Data records

- - -

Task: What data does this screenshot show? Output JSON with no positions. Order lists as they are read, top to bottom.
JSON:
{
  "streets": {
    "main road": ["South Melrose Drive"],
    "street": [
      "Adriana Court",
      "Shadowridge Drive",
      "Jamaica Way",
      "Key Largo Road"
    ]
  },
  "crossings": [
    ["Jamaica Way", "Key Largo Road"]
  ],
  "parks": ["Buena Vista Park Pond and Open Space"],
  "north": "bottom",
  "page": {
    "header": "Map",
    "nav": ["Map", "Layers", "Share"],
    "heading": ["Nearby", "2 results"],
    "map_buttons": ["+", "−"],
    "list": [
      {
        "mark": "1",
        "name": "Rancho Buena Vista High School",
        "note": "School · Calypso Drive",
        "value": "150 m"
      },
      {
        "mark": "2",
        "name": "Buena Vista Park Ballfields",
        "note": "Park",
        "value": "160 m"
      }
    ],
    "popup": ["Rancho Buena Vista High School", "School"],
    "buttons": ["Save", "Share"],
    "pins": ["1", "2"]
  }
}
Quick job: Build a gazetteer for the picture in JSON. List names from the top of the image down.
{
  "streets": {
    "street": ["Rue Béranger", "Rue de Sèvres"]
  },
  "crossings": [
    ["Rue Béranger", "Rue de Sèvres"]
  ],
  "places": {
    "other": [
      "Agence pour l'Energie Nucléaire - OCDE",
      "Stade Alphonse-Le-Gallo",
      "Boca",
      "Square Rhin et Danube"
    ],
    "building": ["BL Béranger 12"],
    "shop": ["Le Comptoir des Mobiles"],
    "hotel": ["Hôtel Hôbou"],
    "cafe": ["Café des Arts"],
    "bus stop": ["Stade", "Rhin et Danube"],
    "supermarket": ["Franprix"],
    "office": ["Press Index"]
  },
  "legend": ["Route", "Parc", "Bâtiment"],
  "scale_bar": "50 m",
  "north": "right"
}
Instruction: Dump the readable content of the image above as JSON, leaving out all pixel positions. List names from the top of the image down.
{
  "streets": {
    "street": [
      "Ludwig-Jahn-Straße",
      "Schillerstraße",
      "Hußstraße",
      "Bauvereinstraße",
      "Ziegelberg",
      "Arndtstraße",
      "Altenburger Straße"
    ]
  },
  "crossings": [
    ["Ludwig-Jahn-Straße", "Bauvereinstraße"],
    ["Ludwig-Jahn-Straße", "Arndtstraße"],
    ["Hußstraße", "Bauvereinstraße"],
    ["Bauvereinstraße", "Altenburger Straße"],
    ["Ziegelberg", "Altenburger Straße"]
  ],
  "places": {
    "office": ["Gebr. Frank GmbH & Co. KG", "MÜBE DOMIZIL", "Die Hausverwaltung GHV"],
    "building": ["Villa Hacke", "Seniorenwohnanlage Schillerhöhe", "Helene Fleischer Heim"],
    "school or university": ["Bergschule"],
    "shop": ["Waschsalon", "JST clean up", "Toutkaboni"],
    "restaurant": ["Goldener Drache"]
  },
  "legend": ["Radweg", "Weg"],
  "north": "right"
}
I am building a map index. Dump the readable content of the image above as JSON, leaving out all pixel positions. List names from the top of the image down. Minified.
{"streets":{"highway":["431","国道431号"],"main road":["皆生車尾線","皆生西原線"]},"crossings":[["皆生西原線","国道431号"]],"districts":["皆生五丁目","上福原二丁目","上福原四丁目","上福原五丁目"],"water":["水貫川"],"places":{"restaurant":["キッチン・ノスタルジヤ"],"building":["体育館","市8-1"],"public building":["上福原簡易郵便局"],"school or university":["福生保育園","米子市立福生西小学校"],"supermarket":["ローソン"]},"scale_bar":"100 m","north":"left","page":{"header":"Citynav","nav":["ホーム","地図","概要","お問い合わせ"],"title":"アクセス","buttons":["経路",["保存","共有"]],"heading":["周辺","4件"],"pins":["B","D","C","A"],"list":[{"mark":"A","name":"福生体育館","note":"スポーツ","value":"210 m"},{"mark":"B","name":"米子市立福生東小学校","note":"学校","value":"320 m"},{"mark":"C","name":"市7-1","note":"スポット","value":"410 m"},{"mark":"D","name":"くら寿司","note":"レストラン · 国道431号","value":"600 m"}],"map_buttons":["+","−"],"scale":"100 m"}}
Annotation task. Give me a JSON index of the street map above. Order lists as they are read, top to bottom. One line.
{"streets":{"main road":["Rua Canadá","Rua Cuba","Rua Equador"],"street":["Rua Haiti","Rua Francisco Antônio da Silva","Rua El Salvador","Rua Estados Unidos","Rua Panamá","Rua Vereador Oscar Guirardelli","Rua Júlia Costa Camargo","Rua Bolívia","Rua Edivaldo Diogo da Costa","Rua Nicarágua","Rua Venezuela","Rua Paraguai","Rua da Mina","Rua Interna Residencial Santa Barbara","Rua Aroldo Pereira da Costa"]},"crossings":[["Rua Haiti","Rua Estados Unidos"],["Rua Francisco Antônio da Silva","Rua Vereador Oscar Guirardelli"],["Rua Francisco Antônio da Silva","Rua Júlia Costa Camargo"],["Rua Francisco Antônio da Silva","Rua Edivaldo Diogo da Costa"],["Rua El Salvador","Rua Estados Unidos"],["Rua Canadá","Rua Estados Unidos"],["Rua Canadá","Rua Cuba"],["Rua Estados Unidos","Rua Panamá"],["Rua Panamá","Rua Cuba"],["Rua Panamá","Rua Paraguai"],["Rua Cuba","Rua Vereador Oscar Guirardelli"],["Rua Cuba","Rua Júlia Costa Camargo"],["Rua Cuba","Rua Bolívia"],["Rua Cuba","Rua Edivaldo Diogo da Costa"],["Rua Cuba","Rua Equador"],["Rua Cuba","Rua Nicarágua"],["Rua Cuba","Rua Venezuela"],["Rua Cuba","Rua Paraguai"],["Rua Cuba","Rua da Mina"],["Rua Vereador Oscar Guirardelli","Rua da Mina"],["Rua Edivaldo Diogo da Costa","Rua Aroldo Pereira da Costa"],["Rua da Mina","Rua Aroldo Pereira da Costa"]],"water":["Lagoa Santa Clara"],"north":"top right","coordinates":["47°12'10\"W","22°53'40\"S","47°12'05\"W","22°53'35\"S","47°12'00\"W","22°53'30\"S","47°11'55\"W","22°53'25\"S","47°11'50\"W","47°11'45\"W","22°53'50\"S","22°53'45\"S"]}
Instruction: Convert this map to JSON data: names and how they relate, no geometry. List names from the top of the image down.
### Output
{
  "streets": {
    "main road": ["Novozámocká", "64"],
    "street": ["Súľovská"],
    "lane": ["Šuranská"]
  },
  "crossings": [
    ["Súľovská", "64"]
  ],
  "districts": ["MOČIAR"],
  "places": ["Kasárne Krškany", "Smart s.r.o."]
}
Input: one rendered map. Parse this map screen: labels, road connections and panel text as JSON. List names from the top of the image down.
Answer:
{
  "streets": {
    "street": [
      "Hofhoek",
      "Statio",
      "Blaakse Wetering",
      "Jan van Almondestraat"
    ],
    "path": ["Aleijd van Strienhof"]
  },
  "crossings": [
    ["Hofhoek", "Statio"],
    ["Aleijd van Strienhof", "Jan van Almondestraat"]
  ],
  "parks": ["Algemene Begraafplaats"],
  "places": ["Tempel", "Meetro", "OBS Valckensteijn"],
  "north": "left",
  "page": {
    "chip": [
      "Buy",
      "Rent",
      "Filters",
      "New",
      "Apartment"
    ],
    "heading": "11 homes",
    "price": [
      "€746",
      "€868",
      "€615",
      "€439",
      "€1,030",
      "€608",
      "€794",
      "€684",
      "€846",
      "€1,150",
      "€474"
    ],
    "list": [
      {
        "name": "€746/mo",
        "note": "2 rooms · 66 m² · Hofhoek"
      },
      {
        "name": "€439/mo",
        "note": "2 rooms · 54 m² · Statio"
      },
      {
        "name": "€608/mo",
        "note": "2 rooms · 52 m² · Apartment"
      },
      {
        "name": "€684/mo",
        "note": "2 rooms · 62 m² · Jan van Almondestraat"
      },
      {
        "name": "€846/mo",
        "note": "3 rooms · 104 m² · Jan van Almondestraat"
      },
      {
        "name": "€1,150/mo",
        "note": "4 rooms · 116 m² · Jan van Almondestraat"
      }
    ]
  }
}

- - -

## Directions
Only the lines from the one holding "Instruction: Convert this" through the final line of the entries, both included, should be given again, word for word.

## Written reply
Instruction: Convert this map to JSON data: names and how they relate, no geometry. List names from the top of the image down.
### Output
{
  "streets": {
    "main road": ["Novozámocká", "64"],
    "street": ["Súľovská"],
    "lane": ["Šuranská"]
  },
  "crossings": [
    ["Súľovská", "64"]
  ],
  "districts": ["MOČIAR"],
  "places": ["Kasárne Krškany", "Smart s.r.o."]
}
Input: one rendered map. Parse this map screen: labels, road connections and panel text as JSON. List names from the top of the image down.
Answer:
{
  "streets": {
    "street": [
      "Hofhoek",
      "Statio",
      "Blaakse Wetering",
      "Jan van Almondestraat"
    ],
    "path": ["Aleijd van Strienhof"]
  },
  "crossings": [
    ["Hofhoek", "Statio"],
    ["Aleijd van Strienhof", "Jan van Almondestraat"]
  ],
  "parks": ["Algemene Begraafplaats"],
  "places": ["Tempel", "Meetro", "OBS Valckensteijn"],
  "north": "left",
  "page": {
    "chip": [
      "Buy",
      "Rent",
      "Filters",
      "New",
      "Apartment"
    ],
    "heading": "11 homes",
    "price": [
      "€746",
      "€868",
      "€615",
      "€439",
      "€1,030",
      "€608",
      "€794",
      "€684",
      "€846",
      "€1,150",
      "€474"
    ],
    "list": [
      {
        "name": "€746/mo",
        "note": "2 rooms · 66 m² · Hofhoek"
      },
      {
        "name": "€439/mo",
        "note": "2 rooms · 54 m² · Statio"
      },
      {
        "name": "€608/mo",
        "note": "2 rooms · 52 m² · Apartment"
      },
      {
        "name": "€684/mo",
        "note": "2 rooms · 62 m² · Jan van Almondestraat"
      },
      {
        "name": "€846/mo",
        "note": "3 rooms · 104 m² · Jan van Almondestraat"
      },
      {
        "name": "€1,150/mo",
        "note": "4 rooms · 116 m² · Jan van Almondestraat"
      }
    ]
  }
}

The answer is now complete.